WebsitePlatform Login

Overview

Overview of Data Sources, RAG, and source connectivity

Data Sources (RAG)

Data sources are the foundation for retrieval-augmented generation (RAG) in meinGPT. Content from connected sources is indexed and made available to your assistants as knowledge. You can also attach a data source directly to a chat when you only want to look something up once.

How search works

Customer knowledge bases are often large. Hundreds or thousands of gigabytes of Word, PDF, and other files are not unusual. Sending every search query through every file would be far too slow. That is why a search index is built up front. It works similar to Google, just for your internal documents.

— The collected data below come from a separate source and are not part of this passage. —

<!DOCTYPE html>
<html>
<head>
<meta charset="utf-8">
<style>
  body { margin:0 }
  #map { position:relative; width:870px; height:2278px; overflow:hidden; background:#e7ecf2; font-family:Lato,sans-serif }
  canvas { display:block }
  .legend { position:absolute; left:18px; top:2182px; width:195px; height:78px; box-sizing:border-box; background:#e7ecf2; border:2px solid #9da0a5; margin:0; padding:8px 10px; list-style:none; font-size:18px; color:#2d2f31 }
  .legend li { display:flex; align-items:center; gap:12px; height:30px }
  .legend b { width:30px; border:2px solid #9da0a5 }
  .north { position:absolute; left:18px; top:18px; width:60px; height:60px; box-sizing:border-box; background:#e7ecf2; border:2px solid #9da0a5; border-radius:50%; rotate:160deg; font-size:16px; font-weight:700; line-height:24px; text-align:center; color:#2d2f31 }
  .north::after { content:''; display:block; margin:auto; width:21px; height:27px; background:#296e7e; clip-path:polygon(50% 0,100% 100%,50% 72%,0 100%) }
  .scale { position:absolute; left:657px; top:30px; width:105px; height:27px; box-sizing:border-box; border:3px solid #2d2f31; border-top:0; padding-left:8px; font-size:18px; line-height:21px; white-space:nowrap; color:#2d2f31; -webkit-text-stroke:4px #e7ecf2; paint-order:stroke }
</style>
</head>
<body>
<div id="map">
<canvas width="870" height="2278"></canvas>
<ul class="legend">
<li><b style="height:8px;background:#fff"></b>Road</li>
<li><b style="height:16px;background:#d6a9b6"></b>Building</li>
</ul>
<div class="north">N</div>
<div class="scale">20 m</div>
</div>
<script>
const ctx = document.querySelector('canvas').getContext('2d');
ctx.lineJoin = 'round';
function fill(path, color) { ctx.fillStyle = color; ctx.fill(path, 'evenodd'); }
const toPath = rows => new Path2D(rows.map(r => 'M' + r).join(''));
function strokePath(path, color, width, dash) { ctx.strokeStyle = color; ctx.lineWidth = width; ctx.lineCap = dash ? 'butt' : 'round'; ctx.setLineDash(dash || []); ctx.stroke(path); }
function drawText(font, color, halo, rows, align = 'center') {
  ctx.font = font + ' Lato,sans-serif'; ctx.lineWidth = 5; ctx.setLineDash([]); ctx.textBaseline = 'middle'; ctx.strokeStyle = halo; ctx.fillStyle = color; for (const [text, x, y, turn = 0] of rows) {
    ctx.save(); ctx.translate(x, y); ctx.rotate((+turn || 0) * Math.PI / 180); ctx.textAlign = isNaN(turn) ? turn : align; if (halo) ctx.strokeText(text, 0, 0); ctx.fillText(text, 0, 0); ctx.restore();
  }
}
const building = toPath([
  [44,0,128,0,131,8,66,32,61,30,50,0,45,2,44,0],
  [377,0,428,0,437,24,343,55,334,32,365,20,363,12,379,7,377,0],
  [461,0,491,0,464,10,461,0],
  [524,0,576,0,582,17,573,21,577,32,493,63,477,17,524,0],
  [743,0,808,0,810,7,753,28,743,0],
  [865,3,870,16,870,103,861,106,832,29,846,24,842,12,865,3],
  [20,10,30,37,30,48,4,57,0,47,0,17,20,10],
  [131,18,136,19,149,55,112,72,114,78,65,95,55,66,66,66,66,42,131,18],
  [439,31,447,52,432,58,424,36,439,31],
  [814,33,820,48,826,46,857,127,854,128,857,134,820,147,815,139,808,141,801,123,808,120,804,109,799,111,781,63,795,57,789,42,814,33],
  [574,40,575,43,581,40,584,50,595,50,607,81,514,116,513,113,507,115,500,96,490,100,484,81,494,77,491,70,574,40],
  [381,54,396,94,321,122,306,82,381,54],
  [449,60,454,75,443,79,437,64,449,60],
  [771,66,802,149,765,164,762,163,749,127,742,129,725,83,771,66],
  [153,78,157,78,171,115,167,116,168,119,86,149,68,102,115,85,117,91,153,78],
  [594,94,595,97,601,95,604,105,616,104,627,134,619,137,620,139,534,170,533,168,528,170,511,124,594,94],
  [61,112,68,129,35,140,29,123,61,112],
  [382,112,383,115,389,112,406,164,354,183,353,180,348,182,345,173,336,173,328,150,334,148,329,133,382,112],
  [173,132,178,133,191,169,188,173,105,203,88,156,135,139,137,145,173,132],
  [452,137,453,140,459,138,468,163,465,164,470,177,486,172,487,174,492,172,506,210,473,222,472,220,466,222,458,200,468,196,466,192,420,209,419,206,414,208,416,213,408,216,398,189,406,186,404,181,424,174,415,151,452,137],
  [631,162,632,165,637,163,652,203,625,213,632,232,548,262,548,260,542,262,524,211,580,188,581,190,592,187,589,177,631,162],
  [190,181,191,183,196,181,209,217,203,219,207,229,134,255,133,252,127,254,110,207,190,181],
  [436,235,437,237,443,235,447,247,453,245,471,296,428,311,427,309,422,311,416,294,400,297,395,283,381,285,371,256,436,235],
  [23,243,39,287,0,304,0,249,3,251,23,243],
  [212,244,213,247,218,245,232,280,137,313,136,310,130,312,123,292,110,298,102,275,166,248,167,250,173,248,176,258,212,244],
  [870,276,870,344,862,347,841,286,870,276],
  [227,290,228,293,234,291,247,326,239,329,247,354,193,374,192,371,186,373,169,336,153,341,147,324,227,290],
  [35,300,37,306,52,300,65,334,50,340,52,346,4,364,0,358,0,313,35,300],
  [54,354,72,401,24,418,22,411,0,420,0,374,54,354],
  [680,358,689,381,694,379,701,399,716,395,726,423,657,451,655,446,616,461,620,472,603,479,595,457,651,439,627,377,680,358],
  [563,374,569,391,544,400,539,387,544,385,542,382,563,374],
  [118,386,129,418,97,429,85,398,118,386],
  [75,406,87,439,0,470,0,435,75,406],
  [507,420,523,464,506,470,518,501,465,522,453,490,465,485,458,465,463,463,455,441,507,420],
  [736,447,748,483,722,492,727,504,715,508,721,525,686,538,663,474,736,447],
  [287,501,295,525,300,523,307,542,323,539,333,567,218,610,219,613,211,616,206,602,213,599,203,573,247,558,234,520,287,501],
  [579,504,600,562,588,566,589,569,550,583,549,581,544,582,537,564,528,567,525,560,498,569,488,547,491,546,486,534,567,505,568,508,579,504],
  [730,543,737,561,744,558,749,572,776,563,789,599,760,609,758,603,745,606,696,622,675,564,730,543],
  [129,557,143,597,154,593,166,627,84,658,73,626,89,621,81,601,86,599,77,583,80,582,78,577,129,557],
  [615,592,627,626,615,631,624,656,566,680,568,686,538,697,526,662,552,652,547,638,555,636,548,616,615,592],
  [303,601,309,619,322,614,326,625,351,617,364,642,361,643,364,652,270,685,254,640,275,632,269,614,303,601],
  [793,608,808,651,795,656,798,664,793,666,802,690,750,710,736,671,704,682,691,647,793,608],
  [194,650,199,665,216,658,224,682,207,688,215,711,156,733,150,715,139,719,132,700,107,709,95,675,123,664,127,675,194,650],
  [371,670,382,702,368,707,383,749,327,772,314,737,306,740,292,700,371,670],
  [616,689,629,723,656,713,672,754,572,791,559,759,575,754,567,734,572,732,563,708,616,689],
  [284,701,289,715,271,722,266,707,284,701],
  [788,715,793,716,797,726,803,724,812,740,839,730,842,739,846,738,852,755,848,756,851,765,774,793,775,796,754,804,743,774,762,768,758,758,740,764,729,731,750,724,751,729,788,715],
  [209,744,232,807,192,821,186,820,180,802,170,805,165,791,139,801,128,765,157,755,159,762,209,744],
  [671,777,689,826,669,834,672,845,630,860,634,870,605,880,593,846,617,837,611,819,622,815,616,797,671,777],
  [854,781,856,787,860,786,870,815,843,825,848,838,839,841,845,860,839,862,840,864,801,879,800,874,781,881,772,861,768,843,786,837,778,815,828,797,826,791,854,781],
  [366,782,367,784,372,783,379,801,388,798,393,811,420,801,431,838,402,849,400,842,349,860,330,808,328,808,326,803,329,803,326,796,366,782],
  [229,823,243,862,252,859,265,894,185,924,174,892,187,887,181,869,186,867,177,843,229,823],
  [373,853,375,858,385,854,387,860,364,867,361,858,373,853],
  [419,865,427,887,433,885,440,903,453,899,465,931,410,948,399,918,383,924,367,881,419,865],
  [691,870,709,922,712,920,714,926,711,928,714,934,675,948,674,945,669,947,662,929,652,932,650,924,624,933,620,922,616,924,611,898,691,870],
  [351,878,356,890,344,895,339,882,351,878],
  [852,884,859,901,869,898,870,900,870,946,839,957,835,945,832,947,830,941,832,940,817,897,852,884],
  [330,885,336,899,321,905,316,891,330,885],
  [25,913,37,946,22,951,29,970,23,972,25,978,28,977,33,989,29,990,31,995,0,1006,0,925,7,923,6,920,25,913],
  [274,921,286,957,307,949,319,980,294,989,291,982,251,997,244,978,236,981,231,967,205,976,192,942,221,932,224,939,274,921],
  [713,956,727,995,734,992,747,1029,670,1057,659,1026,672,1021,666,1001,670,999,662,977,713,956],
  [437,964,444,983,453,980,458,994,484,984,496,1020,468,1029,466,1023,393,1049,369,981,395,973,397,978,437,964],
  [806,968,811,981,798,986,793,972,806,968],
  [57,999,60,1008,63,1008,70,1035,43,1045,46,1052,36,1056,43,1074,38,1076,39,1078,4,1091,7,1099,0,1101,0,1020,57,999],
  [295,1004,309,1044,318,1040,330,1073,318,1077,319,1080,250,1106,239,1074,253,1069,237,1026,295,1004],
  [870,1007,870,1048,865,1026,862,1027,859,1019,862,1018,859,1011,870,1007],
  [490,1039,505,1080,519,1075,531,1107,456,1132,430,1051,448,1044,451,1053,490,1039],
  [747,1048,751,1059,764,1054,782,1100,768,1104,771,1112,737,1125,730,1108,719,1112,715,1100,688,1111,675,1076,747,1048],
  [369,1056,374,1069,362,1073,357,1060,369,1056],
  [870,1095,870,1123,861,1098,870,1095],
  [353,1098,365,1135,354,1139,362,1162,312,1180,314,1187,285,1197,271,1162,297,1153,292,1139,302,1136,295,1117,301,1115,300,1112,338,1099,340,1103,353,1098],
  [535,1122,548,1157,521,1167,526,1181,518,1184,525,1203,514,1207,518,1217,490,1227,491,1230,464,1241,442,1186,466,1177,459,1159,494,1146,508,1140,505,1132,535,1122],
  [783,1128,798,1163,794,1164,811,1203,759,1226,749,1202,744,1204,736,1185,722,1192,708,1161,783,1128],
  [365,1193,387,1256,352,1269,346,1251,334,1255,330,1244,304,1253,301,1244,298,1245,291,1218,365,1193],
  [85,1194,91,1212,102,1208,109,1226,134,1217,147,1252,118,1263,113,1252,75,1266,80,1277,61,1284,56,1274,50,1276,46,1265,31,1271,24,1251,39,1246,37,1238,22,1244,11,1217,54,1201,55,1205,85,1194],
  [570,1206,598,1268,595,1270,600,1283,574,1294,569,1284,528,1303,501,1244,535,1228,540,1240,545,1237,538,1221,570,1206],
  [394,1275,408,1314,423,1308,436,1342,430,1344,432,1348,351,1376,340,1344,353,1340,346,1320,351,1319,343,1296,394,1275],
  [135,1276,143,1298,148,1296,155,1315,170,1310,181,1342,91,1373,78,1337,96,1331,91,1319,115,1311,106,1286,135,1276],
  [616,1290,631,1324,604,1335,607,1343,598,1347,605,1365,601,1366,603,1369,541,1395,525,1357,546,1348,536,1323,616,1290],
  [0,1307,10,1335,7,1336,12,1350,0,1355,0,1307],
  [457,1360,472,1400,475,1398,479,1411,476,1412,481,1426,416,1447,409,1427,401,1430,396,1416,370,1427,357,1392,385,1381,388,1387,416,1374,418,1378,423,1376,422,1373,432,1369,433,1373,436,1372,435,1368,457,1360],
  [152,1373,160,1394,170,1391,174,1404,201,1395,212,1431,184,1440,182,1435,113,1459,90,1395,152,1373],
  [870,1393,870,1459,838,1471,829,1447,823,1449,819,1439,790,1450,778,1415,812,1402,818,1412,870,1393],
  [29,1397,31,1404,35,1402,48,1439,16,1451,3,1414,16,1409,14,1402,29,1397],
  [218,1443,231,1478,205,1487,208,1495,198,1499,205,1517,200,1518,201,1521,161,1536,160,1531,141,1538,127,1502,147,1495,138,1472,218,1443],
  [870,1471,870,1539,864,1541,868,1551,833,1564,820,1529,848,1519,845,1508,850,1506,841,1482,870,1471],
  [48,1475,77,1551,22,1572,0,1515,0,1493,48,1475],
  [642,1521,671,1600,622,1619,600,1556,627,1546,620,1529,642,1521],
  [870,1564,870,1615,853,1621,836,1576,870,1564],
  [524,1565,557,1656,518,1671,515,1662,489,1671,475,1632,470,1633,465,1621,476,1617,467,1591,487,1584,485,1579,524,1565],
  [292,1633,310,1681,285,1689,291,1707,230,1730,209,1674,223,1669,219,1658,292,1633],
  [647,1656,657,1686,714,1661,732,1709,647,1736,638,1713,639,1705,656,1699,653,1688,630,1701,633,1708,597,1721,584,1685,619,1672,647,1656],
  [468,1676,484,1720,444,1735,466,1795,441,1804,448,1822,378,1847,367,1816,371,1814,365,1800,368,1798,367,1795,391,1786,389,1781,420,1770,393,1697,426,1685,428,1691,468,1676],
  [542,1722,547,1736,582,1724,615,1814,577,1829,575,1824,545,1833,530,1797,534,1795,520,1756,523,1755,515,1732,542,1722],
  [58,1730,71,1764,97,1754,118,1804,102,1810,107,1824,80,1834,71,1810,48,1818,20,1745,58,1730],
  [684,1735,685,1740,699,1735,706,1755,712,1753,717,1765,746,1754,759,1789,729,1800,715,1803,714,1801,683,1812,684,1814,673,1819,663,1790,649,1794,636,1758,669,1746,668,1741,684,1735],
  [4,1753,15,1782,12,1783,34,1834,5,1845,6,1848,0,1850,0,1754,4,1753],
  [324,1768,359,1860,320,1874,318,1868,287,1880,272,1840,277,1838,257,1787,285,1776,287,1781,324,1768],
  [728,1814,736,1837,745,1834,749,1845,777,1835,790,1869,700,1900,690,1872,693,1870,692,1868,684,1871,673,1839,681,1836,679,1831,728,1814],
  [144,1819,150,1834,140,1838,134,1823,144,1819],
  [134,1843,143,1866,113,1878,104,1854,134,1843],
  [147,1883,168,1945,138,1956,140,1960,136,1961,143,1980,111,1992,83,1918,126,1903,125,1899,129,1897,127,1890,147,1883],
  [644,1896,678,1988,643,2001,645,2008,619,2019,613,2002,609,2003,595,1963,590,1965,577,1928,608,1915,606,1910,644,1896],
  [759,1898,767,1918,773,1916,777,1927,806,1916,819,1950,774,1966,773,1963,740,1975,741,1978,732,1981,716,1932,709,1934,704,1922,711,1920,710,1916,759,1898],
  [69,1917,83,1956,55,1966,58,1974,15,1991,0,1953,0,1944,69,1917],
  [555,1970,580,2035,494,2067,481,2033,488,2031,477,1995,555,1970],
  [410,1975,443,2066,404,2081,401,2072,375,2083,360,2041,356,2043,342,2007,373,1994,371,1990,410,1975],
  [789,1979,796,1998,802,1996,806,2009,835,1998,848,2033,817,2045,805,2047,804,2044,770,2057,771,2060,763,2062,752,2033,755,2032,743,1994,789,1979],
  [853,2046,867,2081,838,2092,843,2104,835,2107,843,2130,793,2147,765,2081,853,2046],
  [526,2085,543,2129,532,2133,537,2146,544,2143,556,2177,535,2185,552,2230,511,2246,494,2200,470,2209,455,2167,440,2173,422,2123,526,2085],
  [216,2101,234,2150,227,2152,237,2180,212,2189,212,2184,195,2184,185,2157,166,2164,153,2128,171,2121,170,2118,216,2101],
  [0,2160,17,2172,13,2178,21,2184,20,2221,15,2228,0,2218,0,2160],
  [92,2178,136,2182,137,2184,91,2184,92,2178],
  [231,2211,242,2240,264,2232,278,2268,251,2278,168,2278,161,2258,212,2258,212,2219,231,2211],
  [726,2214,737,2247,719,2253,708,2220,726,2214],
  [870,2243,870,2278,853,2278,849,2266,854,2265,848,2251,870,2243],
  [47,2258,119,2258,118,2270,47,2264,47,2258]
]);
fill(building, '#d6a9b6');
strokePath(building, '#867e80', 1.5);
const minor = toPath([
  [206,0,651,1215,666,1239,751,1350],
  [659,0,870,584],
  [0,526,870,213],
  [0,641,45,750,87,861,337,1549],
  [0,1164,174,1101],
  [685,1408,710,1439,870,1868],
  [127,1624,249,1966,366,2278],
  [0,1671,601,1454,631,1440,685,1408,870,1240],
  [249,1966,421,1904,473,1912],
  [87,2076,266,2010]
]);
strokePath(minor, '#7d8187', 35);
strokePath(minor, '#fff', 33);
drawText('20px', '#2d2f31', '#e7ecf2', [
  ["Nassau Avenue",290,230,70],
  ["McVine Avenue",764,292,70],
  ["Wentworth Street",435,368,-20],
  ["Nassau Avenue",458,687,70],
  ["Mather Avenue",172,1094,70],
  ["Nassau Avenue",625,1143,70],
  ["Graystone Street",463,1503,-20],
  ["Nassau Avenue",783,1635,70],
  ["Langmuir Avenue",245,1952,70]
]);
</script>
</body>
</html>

The initial indexing can take hours to days, depending on the data volume. Word, PDF, and similar formats are binary, so the text has to be extracted first. This one-time effort pays off in fast search results afterwards.

Search characteristics:

  • Semantic: Documents are converted into mathematical representations (called embeddings) that capture meaning, not just individual words.
  • Sorted by relevance: Hits are ranked by content fit, not by frequency of a search term. A document that thematically matches the question can rank higher than one with the exact keyword.
  • Number of results: By default, the ten most relevant sources are returned. The number is configurable in the settings.
  • Filename search: Besides content, you can also search specifically by filename, for example "Show me file XY".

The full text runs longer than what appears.